** Data records follows **
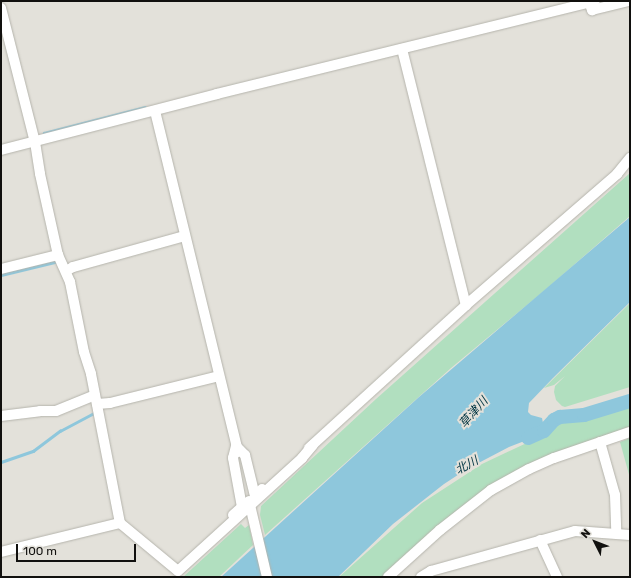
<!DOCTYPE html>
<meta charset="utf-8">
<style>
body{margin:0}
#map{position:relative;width:631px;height:578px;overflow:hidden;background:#e3e1da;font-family:Rubik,"Noto Sans JP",sans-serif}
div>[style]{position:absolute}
.green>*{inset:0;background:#b1dfbf}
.water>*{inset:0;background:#8ec7dc}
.stream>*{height:2.5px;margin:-1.25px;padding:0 1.25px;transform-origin:1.25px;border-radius:1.25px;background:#8ec7dc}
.river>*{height:14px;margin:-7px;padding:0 7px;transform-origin:7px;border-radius:7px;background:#8ec7dc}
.roads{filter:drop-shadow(0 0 1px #b5b4ac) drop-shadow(0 0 1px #b5b4ac)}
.minor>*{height:10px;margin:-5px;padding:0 5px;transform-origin:5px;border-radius:5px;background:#fff}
span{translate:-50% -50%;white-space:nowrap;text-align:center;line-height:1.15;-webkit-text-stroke:4px #e3e1da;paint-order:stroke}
.water-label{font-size:12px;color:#003543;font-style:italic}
.frame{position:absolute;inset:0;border:2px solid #11100e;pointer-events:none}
.north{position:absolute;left:575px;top:522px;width:40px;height:40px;-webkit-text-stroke:3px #e3e1da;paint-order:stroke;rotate:312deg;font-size:11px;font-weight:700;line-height:16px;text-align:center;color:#11100e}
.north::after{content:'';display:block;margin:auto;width:14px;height:18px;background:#11100e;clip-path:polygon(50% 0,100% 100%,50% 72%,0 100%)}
.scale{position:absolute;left:16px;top:544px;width:120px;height:18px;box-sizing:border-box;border:2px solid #11100e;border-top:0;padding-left:5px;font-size:12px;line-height:14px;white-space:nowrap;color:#11100e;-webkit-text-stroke:3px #e3e1da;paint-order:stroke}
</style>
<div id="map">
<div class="green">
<div style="clip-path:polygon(630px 173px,630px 216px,545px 290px,451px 368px,265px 535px,260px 515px,261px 506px,376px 399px)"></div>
<div style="clip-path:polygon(630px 303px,630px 387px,565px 407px,562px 406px,556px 400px,554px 392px,555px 386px,565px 376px,554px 385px,544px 388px)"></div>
<div style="clip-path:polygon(630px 405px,630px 430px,494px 484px,451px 515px,384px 577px,339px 577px,422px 503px,482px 464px,548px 433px,556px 422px,563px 419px,578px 420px)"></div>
<div style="clip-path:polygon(630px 438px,630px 478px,620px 442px)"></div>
<div style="clip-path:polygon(241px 524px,245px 528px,249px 525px,253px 545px,219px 577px,183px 577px)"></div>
</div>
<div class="water">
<div style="clip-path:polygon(630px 217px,630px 302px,553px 378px,529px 403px,528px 412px,531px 415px,542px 418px,545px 433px,509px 447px,467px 469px,444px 484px,393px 524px,338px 577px,221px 577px,419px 397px)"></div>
</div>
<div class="stream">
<div style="left:43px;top:135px;width:2px;rotate:-63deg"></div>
<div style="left:44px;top:133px;width:104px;rotate:-14.4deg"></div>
<div style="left:1px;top:275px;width:60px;rotate:-13.6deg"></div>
<div style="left:1px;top:462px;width:34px;rotate:-19deg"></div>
<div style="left:33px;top:451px;width:34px;rotate:-37deg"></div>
<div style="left:60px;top:431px;width:40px;rotate:-28deg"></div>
</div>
<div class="river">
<div style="left:528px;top:438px;width:17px;rotate:-24deg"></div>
<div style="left:544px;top:431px;width:15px;rotate:-48deg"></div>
<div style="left:554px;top:420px;width:7px;rotate:-27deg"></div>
<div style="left:560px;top:417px;width:24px;rotate:-5deg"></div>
<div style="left:584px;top:415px;width:48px;rotate:-16.9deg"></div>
</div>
<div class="roads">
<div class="minor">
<div style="left:589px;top:2px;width:9px;rotate:69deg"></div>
<div style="left:592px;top:10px;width:38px;rotate:-14deg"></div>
<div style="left:1px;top:8px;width:138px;rotate:75.8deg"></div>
<div style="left:35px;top:142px;width:32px;rotate:81deg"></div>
<div style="left:40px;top:174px;width:83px;rotate:77.5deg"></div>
<div style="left:58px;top:255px;width:30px;rotate:66deg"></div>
<div style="left:70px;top:282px;width:71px;rotate:78.7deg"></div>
<div style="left:84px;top:352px;width:23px;rotate:72deg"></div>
<div style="left:91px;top:374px;width:152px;rotate:79deg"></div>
<div style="left:120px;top:523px;width:75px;rotate:39.6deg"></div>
<div style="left:178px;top:571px;width:168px;rotate:-42.3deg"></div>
<div style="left:302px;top:458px;width:17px;rotate:-50deg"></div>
<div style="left:402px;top:49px;width:264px;rotate:76deg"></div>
<div style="left:155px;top:111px;width:351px;rotate:76.3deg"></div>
<div style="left:1px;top:150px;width:223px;rotate:-14.5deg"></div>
<div style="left:217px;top:94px;width:389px;rotate:-13.8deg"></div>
<div style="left:1px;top:269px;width:59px;rotate:-13.8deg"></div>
<div style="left:66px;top:271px;width:8px;rotate:-30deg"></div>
<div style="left:73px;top:267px;width:116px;rotate:-15.5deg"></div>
<div style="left:97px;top:404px;width:13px;rotate:-4deg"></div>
<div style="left:110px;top:403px;width:112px;rotate:-13.9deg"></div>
<div style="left:1px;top:416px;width:39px;rotate:-7deg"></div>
<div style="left:40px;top:411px;width:16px"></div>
<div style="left:56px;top:411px;width:42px;rotate:-22.3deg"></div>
<div style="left:600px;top:442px;width:55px;rotate:74.2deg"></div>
<div style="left:615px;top:495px;width:38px;rotate:88deg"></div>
<div style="left:309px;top:448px;width:212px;rotate:-42.3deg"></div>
<div style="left:466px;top:305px;width:200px;rotate:-40.9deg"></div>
<div style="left:617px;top:174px;width:21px;rotate:-51deg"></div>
<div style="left:249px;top:501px;width:78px;rotate:76.7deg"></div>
<div style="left:233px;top:515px;width:12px;rotate:-42deg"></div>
<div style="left:242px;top:507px;width:50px;rotate:-100.4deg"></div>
<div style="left:233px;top:458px;width:12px;rotate:-76deg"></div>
<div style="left:236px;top:446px;width:13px;rotate:45deg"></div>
<div style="left:245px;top:455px;width:42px;rotate:76.3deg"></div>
<div style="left:255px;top:496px;width:10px;rotate:-45deg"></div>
<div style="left:540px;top:540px;width:41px;rotate:65.3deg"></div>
<div style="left:1px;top:552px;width:122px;rotate:-13.7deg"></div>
<div style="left:388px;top:577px;width:70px;rotate:-42.1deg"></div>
<div style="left:440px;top:530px;width:65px;rotate:-38.1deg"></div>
<div style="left:491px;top:490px;width:43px;rotate:-28.9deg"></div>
<div style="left:529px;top:469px;width:27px;rotate:-24deg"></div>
<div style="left:554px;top:458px;width:80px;rotate:-18.9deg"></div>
<div style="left:421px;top:577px;width:12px;rotate:-31deg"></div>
<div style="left:431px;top:571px;width:149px;rotate:-15.5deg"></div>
<div style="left:575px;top:531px;width:55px;rotate:4.2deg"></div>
</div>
</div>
<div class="water-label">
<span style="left:474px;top:413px;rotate:-48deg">草津川</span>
<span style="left:467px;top:466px;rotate:-29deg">北川</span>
</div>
<div class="frame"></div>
<div class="north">N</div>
<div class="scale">100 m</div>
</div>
** End of Data records **
* Exercise directions: If a line of the data contains the word "stream", count it; say how many such lines there are and nothing else.

* Response box: 2